What is needed: Write out all the records exactly, and keep any images out.

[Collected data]
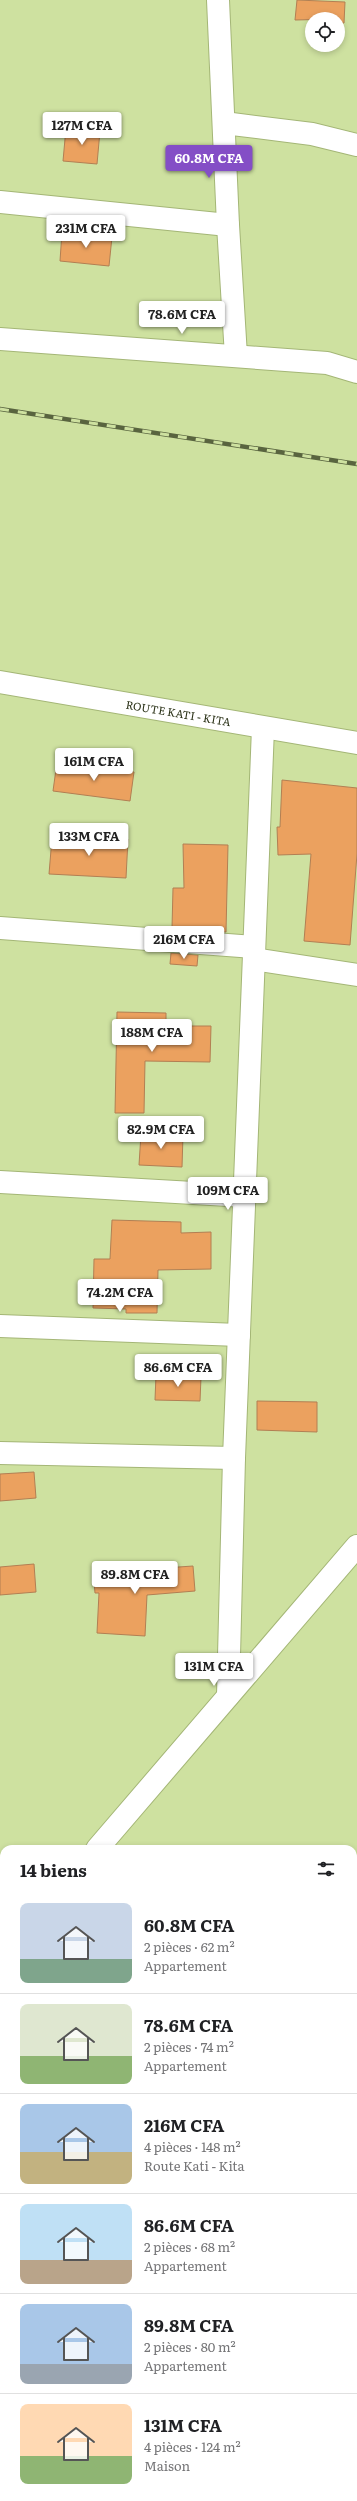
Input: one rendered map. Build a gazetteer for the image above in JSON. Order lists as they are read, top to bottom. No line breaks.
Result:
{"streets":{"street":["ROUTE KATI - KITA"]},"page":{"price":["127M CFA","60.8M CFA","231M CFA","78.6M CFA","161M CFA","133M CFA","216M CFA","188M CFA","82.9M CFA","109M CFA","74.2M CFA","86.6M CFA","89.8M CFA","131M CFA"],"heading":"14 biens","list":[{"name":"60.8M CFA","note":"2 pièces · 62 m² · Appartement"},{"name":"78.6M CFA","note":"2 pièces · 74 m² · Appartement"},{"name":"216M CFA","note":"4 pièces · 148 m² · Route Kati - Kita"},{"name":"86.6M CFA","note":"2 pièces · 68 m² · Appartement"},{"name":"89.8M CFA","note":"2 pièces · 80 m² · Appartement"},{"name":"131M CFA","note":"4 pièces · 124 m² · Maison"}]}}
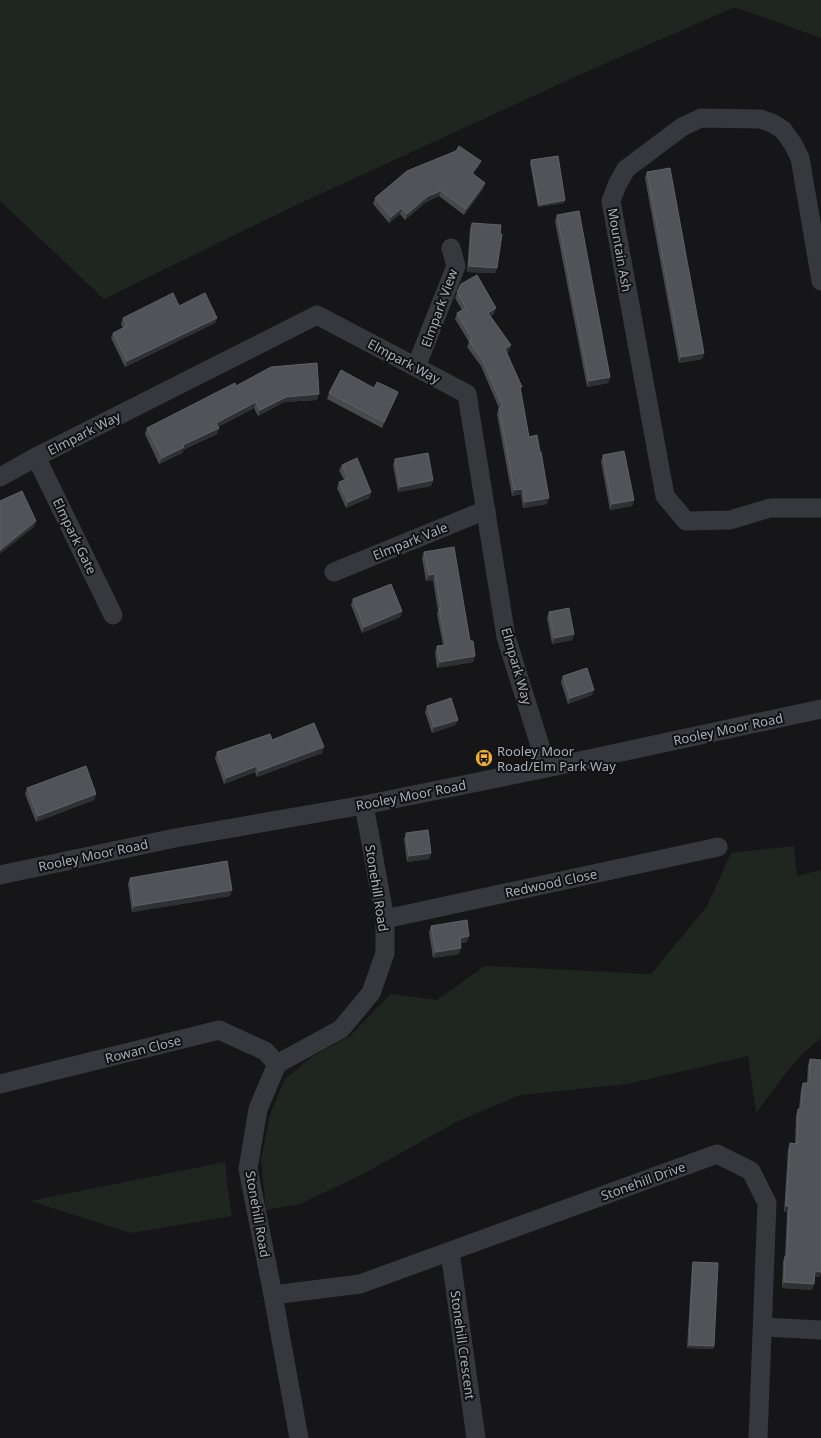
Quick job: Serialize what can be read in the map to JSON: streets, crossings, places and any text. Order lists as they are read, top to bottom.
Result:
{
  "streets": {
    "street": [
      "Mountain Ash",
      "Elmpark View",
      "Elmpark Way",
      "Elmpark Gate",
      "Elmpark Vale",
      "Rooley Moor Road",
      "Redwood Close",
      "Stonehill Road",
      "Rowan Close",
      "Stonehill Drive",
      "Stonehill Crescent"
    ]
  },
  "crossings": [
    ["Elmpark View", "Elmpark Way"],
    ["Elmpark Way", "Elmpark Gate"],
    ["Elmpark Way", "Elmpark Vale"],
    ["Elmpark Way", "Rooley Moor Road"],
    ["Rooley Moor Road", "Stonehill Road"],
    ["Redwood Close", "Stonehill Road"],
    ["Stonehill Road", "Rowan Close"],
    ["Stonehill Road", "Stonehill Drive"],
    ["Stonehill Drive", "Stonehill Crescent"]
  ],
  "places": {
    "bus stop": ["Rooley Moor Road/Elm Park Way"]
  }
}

Answer box:
Input: one rendered map. Build a gazetteer for the image above in JSON. Order lists as they are read, top to bottom. No line breaks.
Result:
{"streets":{"street":["ROUTE KATI - KITA"]},"page":{"price":["127M CFA","60.8M CFA","231M CFA","78.6M CFA","161M CFA","133M CFA","216M CFA","188M CFA","82.9M CFA","109M CFA","74.2M CFA","86.6M CFA","89.8M CFA","131M CFA"],"heading":"14 biens","list":[{"name":"60.8M CFA","note":"2 pièces · 62 m² · Appartement"},{"name":"78.6M CFA","note":"2 pièces · 74 m² · Appartement"},{"name":"216M CFA","note":"4 pièces · 148 m² · Route Kati - Kita"},{"name":"86.6M CFA","note":"2 pièces · 68 m² · Appartement"},{"name":"89.8M CFA","note":"2 pièces · 80 m² · Appartement"},{"name":"131M CFA","note":"4 pièces · 124 m² · Maison"}]}}
Quick job: Serialize what can be read in the map to JSON: streets, crossings, places and any text. Order lists as they are read, top to bottom.
Result:
{
  "streets": {
    "street": [
      "Mountain Ash",
      "Elmpark View",
      "Elmpark Way",
      "Elmpark Gate",
      "Elmpark Vale",
      "Rooley Moor Road",
      "Redwood Close",
      "Stonehill Road",
      "Rowan Close",
      "Stonehill Drive",
      "Stonehill Crescent"
    ]
  },
  "crossings": [
    ["Elmpark View", "Elmpark Way"],
    ["Elmpark Way", "Elmpark Gate"],
    ["Elmpark Way", "Elmpark Vale"],
    ["Elmpark Way", "Rooley Moor Road"],
    ["Rooley Moor Road", "Stonehill Road"],
    ["Redwood Close", "Stonehill Road"],
    ["Stonehill Road", "Rowan Close"],
    ["Stonehill Road", "Stonehill Drive"],
    ["Stonehill Drive", "Stonehill Crescent"]
  ],
  "places": {
    "bus stop": ["Rooley Moor Road/Elm Park Way"]
  }
}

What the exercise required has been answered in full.